Like the author? He wants a tranche of immigration slots to open and for that tranche, indirectly if not directly, to block immigrants from Mexico, Honduras, Nigeria, and so forth. These slots are effectively only open to Indians, Chinese, and a trickle from other countries.

So this H1-B proposal is anti-immigrant. It means immigration only from mostly two countries. Of a certain class of person. In order to cut the wages of US programmers and force them to work more non-FLSA hours.

> Exceptional programmers

This is risible. I worked with a Chinese H1-B hire who told me he had never touched a computer until he got to the US. While that may have been anomalous, research on the H1-B immigration program ( http://web.cs.ucdavis.edu/~matloff/h1b.html ) shows that it is not the best and brightest immigrating. The millionaire and billionaire angels and VC's want to flood the US with indentured servants chained to their H1-B visa.

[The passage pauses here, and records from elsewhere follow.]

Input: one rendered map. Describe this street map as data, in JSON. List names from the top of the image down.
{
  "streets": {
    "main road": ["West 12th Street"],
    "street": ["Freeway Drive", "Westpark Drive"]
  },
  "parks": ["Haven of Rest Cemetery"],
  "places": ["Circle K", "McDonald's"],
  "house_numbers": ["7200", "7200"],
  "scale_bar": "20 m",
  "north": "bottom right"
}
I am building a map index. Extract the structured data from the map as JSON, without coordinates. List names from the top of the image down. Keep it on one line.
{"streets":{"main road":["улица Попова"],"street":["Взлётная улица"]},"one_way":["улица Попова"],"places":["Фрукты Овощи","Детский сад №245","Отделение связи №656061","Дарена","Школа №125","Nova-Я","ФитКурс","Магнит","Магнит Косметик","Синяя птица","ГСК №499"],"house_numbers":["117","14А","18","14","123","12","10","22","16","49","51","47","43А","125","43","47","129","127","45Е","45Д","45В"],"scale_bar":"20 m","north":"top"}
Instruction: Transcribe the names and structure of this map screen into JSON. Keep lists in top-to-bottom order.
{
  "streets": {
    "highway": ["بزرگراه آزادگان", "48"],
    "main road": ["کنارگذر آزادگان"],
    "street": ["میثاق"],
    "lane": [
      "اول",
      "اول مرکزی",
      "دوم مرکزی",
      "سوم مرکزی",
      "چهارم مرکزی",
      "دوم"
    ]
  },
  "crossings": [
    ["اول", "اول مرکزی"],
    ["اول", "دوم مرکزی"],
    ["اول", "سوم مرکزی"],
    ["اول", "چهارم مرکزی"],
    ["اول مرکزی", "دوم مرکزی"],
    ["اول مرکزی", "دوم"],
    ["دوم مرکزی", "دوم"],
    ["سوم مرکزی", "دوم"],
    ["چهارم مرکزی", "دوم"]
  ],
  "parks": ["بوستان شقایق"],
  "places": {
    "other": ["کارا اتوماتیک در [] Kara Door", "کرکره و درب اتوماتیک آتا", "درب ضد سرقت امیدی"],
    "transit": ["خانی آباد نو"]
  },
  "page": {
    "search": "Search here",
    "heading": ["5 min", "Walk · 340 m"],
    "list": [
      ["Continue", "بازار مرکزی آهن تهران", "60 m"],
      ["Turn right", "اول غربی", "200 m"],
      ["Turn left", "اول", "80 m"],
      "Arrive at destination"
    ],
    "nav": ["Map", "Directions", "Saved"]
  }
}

Look at the top H1-B sponsors - they are for Tata's indentured servants, not for people doing bleeding edge compiler/AI/whatever work.

> you can train people to be competent, you can't train them to be exceptional

Perhaps not, but I've met plenty of people with the capability to be exceptional programmers, but during non-flush times companies want programmers to have a BSCS, and with public colleges become more selective and raising their rates, they never get a chance to do so. The millionaires and billionaires get tax cuts on their capital gains, so the training they require for this work becomes more costly to the worker, and in fact more workers can't afford it, so a shortage develops. So then the parasite millionaires want to suck off of India's free IIT program instead of restoring US education to the level it used to be.

> how many more he'd hire

Yes, times are flush now. How many was he hiring in 2008-2009? How many in 2001-2002? When the economy goes into the toilet again, there will be millions of indentured servants still here on H1-B visas. How many 40 or 50 year old programmers is he willing to hire? Or are we supposed to pay and take out big loans for our college, work 60 hour weeks in our 20s and 30s with the carrot of options while paying San Francisco rents, suffering through the post-dotcom and bank failure recessions, only to be cast aside at 40?

We hear about supply and demand from the oracles of economics all the time, but somehow this NEVER applies to salaries going up. I mean I am open to hiring programmers right now as well - seriously. You'll be paid minimum wage and the output will have to be spectacular. As soon as the economy dips you'll be gone.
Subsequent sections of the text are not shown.